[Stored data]
■ ■ ■ ■ ■ ■ ■

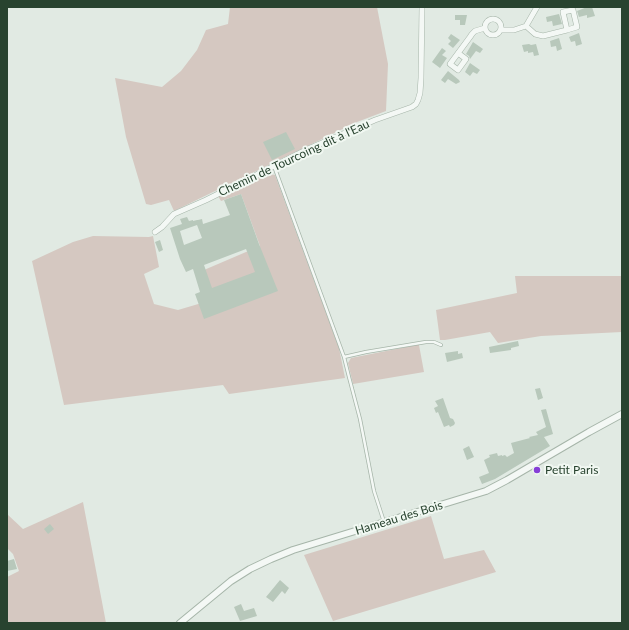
<!DOCTYPE html>
<html>
<head>
<meta charset="utf-8">
<style>
	body { margin:0 }
	#map { position:relative; width:629px; height:630px; overflow:hidden; background:#e1eae3; font-family:Lato,sans-serif }
	canvas { display:block }
	.frame { position:absolute; inset:0; border:8px solid #28432f; pointer-events:none }
</style>
</head>
<body>
<div id="map">
<canvas width="629" height="630"></canvas>
<div class="frame"></div>
</div>
<script>
const ctx = document.querySelector('canvas').getContext('2d');
ctx.lineJoin = 'round';
function fill(path, color) {
  ctx.fillStyle = color;
  ctx.fill(path, 'evenodd');
}
function shape(rows) {
  const path = new Path2D();
  for (const r of rows) {
    if (r.length === 3) {
      path.moveTo(r[0] + r[2], r[1]);
      path.arc(r[0], r[1], r[2], 0, 2 * Math.PI);
      continue;
    }
    path.moveTo(r[0], r[1]);
    for (let i = 2; i < r.length; i += 2) path.lineTo(r[i], r[i + 1]);
  }
  return path;
}
function stroke(path, color, width, dash) {
  ctx.strokeStyle = color;
  ctx.lineWidth = width;
  ctx.lineCap = dash ? 'butt' : 'round';
  ctx.setLineDash(dash || []);
  ctx.stroke(path);
}
function label(font, color, halo, rows, align = 'center') {
  ctx.font = font + ' Lato,sans-serif';
  ctx.lineWidth = 4;
  ctx.setLineDash([]);
  ctx.textBaseline = 'middle';
  ctx.strokeStyle = halo;
  ctx.fillStyle = color;
  for (const [text, x, y, turn = 0] of rows) {
    ctx.save();
    ctx.translate(x, y);
    ctx.rotate((+turn || 0) * Math.PI / 180);
    ctx.textAlign = isNaN(turn) ? turn : align;
    if (halo) ctx.strokeText(text, 0, 0);
    ctx.fillText(text, 0, 0);
    ctx.restore();
  }
}
fill(shape([
	[230,7,377,7,388,64,386,111,357,122,174,211,169,200,151,205,146,204,126,137,115,78,162,87,181,71,197,50,206,30,228,24],
	[265,173,275,175,339,348,345,378,229,394,223,385,64,405,32,261,73,242,93,236,149,237,153,236,159,267,144,274,154,304,178,310,205,302,197,273,260,246,241,194,221,201,218,196],
	[515,276,622,276,622,332,541,336,498,343,490,332,445,340,440,340,436,310,517,293],
	[416,345,419,345,424,372,353,384,348,363,351,358],
	[83,502,106,623,7,623,7,577,19,571,13,554,7,548,7,514,23,529],
	[431,516,444,559,484,550,496,572,333,621,304,555]
]), '#d5c8c1');
fill(shape([
	[587,7,592,7,595,16,587,18,587,15,579,17,577,11],
	[559,14,562,24,553,26,552,21,547,22,546,17],
	[455,15,467,15,465,25,460,25,460,20,455,20],
	[579,33,582,44,576,46,575,41,571,42,569,37],
	[451,34,460,40,453,48,448,44,451,41,448,38],
	[559,38,562,49,557,51,556,46,551,47,550,41],
	[473,42,483,49,480,53,476,51,470,59,469,56,466,54],
	[529,44,531,45,536,44,539,55,534,56,533,52,528,53,528,51,524,52,522,45],
	[442,48,446,51,442,55,447,58,440,68,436,65,438,61,436,65,432,62],
	[470,63,480,70,477,74,473,72,470,76,465,72],
	[448,71,459,80,460,82,456,84,448,79,445,83,441,80],
	[286,132,295,149,272,160,263,142],
	[241,194,259,244,278,291,204,319,195,294,200,292,193,269,186,272,180,259,170,228,182,224,180,219,187,217,189,221,193,220,193,221,197,220,198,220,202,219,203,224,230,215,224,200],
	[197,225,202,238,184,245,180,231],
	[246,249,255,272,212,288,204,265],
	[160,240,163,250,159,252,155,242],
	[518,341,519,346,511,348,511,350,490,353,489,347],
	[458,351,458,354,462,353,463,358,447,362,445,353],
	[540,388,543,398,538,400,535,389],
	[443,398,450,418,453,419,455,423,454,425,450,427,449,425,444,427,438,412,436,413,434,408,438,406,435,401],
	[546,409,553,434,544,437,550,446,495,479,482,484,479,477,489,473,484,460,490,457,489,455,497,453,498,456,502,455,502,456,505,455,507,457,514,453,511,443,530,438,529,437,538,435,536,432,546,427,541,410],
	[469,446,474,457,467,460,463,449],
	[50,524,54,529,48,534,44,529],
	[14,559,17,569,7,571,7,561],
	[280,580,289,588,285,594,282,591,273,602,266,597],
	[241,604,244,611,254,608,257,616,240,621,234,607]
]), '#b8c8bb');
const service = shape([
	[274,166,344,357,349,377,360,419,374,491,384,522],
	[344,357,366,352,426,342,434,342,441,345]
]);
const minor = shape([
	[493,27,8],
	[526,26,535,34,543,36,567,30,577,27,573,10,563,12,567,30],
	[501,30,514,30,526,26,537,7],
	[458,53,466,59,458,70,450,64,470,37,472,34,475,31,485,28],
	[155,232,162,227,174,214,206,200,308,149,375,120,412,107,416,104,418,100,420,93,421,78,422,7]
]);
const tertiary = shape([
	[180,623,231,581,250,569,271,559,293,550,486,491,507,480,589,432,622,414]
]);
stroke(service, '#a6b5a9', 4);
stroke(minor, '#a6b5a9', 6);
stroke(tertiary, '#a6b5a9', 8);
stroke(service, '#f4f8f5', 2.5);
stroke(minor, '#f4f8f5', 5);
stroke(tertiary, '#f4f8f5', 6);
for (const [x, y, r, color] of [
	[537,470,4,"#863ed7"]
]) {
  const dot = new Path2D();
  dot.arc(x, y, r, 0, 2 * Math.PI);
  ctx.fillStyle = color;
  ctx.fill(dot);
  stroke(dot, '#f1f8f2', 1.5);
}
label('12px', '#28432f', '#f1f8f2', [
	["Chemin de Tourcoing dit à l'Eau",294,158,-25],
	["Hameau des Bois",399,518,-17]
]);
label('12px', '#28432f', '#f1f8f2', [
	["Petit Paris",545,470]
], 'left');
</script>
</body>
</html>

■ ■ ■ ■ ■ ■ ■

WHAT TO WORK ON
Every line with "Math" in it should be copied from the entries.

ANSWER TO THE EXERCISE
      path.arc(r[0], r[1], r[2], 0, 2 * Math.PI);
    ctx.rotate((+turn || 0) * Math.PI / 180);
  dot.arc(x, y, r, 0, 2 * Math.PI);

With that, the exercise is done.